Worried about your children's economic future and are interested in helping them build a stable financial future? The good news is that from an early age, you can teach them how to march towards economic independence, through proper and prudent financial conduct that will accompany them into their adult lives. This is why you should take a few moments to get to know the 7 effective steps to develop your children's sense of money, which will give you peace and comfort, and provide them with independence and confidence.
The first step you need to take to teach your children how to be financially sound is to speak with them in total transparency when discussing money and show them how you choose to conduct yourself in your daily life. The phrase "money does not grow on the trees", which is usually said in anger, shouldn’t be used when your kids start requesting extravagant monetary things, but rather, at this initial stage.
In other words, you should explain to children at a very young age that you work quite a few hours a day to support the entire family, which includes food, clothing, education, shelter and countless other responsibilities. Once children understand that the money you earn comes from your hard work, you can start talking to them about proper financial conduct and including them in your regular choices.
A recommended way to teach children about proper economic behavior is when shopping at the supermarket; when you put each item into the cart, you should explain why you chose the product - why it is needed, why you chose it over another company's product, whether there is a special sale worth looking into and so on. At the same time, there is a reasonable possibility that you made one or two financial mistakes throughout your life, and it is important that you share these mistakes with your children. This is because they should know that sometimes it is also possible to make a mistake when making economic decisions and to know the main steps that should be taken to minimize the damage, and of course, to understand how to act next time.
Children who are used to receiving pocket money regardless of the number of chores they’ve done at home will find it more difficult to manage their money in the future than those who have learned that money is something to be earned with respect.

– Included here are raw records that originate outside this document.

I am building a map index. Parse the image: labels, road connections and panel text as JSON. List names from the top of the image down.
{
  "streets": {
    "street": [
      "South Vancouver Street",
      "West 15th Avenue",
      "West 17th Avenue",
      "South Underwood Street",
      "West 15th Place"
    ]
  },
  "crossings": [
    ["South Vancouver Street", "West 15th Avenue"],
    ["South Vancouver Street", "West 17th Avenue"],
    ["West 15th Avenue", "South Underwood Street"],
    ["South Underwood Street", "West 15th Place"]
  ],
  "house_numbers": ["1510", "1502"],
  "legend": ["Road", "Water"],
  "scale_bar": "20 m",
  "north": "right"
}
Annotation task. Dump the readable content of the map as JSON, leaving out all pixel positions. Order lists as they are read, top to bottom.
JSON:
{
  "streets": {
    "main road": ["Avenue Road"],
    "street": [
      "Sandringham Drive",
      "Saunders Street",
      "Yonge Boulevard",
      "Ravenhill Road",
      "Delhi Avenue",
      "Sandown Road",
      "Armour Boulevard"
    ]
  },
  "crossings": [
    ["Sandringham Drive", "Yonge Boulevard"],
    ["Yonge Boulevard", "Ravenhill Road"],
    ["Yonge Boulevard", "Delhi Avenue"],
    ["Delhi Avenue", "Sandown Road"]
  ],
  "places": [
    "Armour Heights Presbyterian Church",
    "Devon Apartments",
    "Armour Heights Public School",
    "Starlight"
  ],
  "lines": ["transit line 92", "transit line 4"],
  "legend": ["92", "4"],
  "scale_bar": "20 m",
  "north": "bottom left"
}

This means that children who understand that they have to do a number of different tasks to earn a certain amount of money know how many tasks they have to perform before they can buy the toy they want. Such an approach will make children appreciate their money, which will probably lead to smarter and more prudent purchases, especially when they grow up and have to face complex income-based decisions.
All you have to do is decide in advance with the children what tasks they must do each day (putting the dishes away, taking the dog for a walk, helping siblings with homework, etc.). Make a large chore chart on construction paper and hang it on the refrigerator. At the end of the week tally up the chores done and use that number to determine the amount of the pocket money earned.
Family decisions about money are not limited to shopping at the supermarket or toy store, so it is important to involve children in more meaningful choices that will prepare them for an independent and financially healthy life.
The next time you discuss with your partner the expenses of getting your child braces, mortgage payment, or a bank loan, involve your children and explain how you are weighing up your decisions and what you are cutting back on to pay for their dental care and tutoring. Doing this will expose the children to a field that is not taught at school, and they will understand the magnitude of the responsibility of spending money and the considerations that must be taken.
4. Give children responsibilities
Once your children have earned their money honestly, you have to let them spend their pocket money the way they want in order to learn what they can buy now and what they can buy if they save their money. The main goal is to teach children to think more maturely, and to replace the sentence "I want it" to "I'm saving for it." For this reason, it’s important to give your child run of their own money only after you have taught them how to behave correctly, with the age-appropriate methods of action:
Children aged 3-5
Guiding sentence: "You may have to wait to buy what you want."
• There is no doubt that it is difficult to teach small children such a principle, but the ability to postpone gratification can predict how children will manage with money when they become adults. Therefore, children of these ages should learn that if they really want something, they have to wait and save to make it possible for themselves. In these moments you have to be tough and not make up the difference in order for them to buy what they want
• At this young age, you should explain to them the real reason why you aren’t buying them something. Instead of saying that you do not have money, you should say that right now you are not in the store to buy them a particular item. In this way, they will soon realize that not every shopping trip means they need to get something.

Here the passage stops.